Dec. 21, 2006: Technology Review—How Plug-In Hybrids Will Save the Grid
Summary: "Major automakers and the Department of Energy are pouring money into research on plug-in hybrid vehicles. These cars promise to cut petroleum consumption by allowing commuters to drive to work using primarily electricity–stored on board in batteries–rather than gas. Although critics have warned that the vehicles could put too much pressure on an already strained electrical grid, experts are now arguing that rather than being a strain on the grid, plug-in hybrids may actually help prevent brownouts, cut the cost of electricity, and increase the use of renewable energy.
Plug-in hybrids, like today’s hybrid cars, can run on either an electric motor or an internal combustion engine. But plug-ins have much larger battery packs and can be recharged by being plugged into the wall, making it possible to rely much more on the electric motor. Although a handful of companies sell conversion kits to change conventional hybrids into plug-ins, the kits add thousands of dollars to the cost of the car (see "Plug-In Hybrids Are on the Way"). This additional cost, which is primarily from the batteries, is one of the reasons the major automakers haven’t yet mass produced such vehicles, although they are now developing them. GM, for example, recently committed to making a plug-in version of a Saturn SUV (see "GM’s Plug-In Hybrid")."

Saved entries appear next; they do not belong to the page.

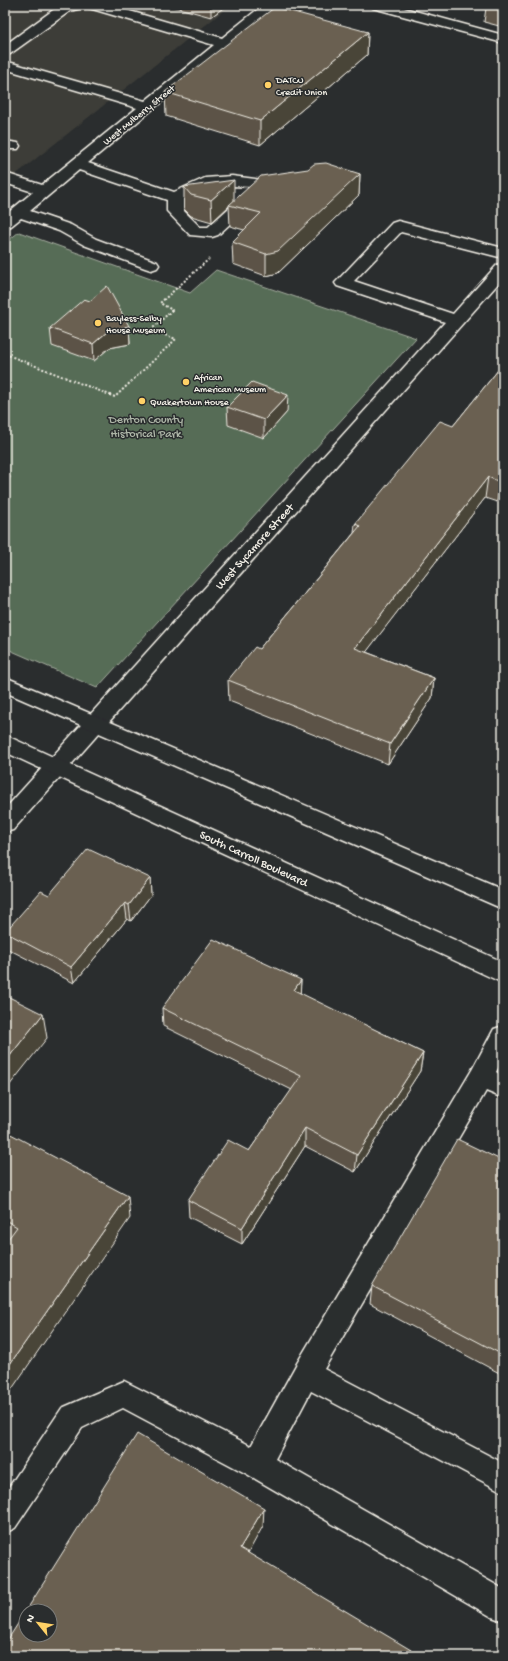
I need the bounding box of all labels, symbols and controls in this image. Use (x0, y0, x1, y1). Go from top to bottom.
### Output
place label: DATCU Credit Union (275, 75, 327, 99)
marker: DATCU Credit Union (263, 80, 273, 90)
street label: West Mulberry Street (101, 82, 178, 148)
place label: Bayless-Selby House Museum (105, 313, 165, 337)
marker: Bayless-Selby House Museum (93, 318, 103, 328)
place label: African American Museum (194, 372, 266, 396)
marker: African American Museum (181, 377, 191, 387)
marker: Quakertown House (137, 396, 147, 406)
place label: Quakertown House (150, 397, 230, 409)
park label: Denton County Historical Park (108, 414, 183, 442)
street label: West Sycamore Street (213, 501, 298, 593)
street label: South Carroll Boulevard (197, 829, 310, 891)
north arrow (18, 1603, 58, 1643)
text: N (24, 1613, 38, 1625)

Would such a system be fair to owners and operators of plug-in hybrid vehicles? If the utilities rely on disparate cars to suck up excess power, then return power when demand is greatest, should owners of plug-ins get a break on their electricity rates? Or should they consider the excellent efficiency of their vehicles to be a bonus and simply feel good that they can contribute to society in such a way as well?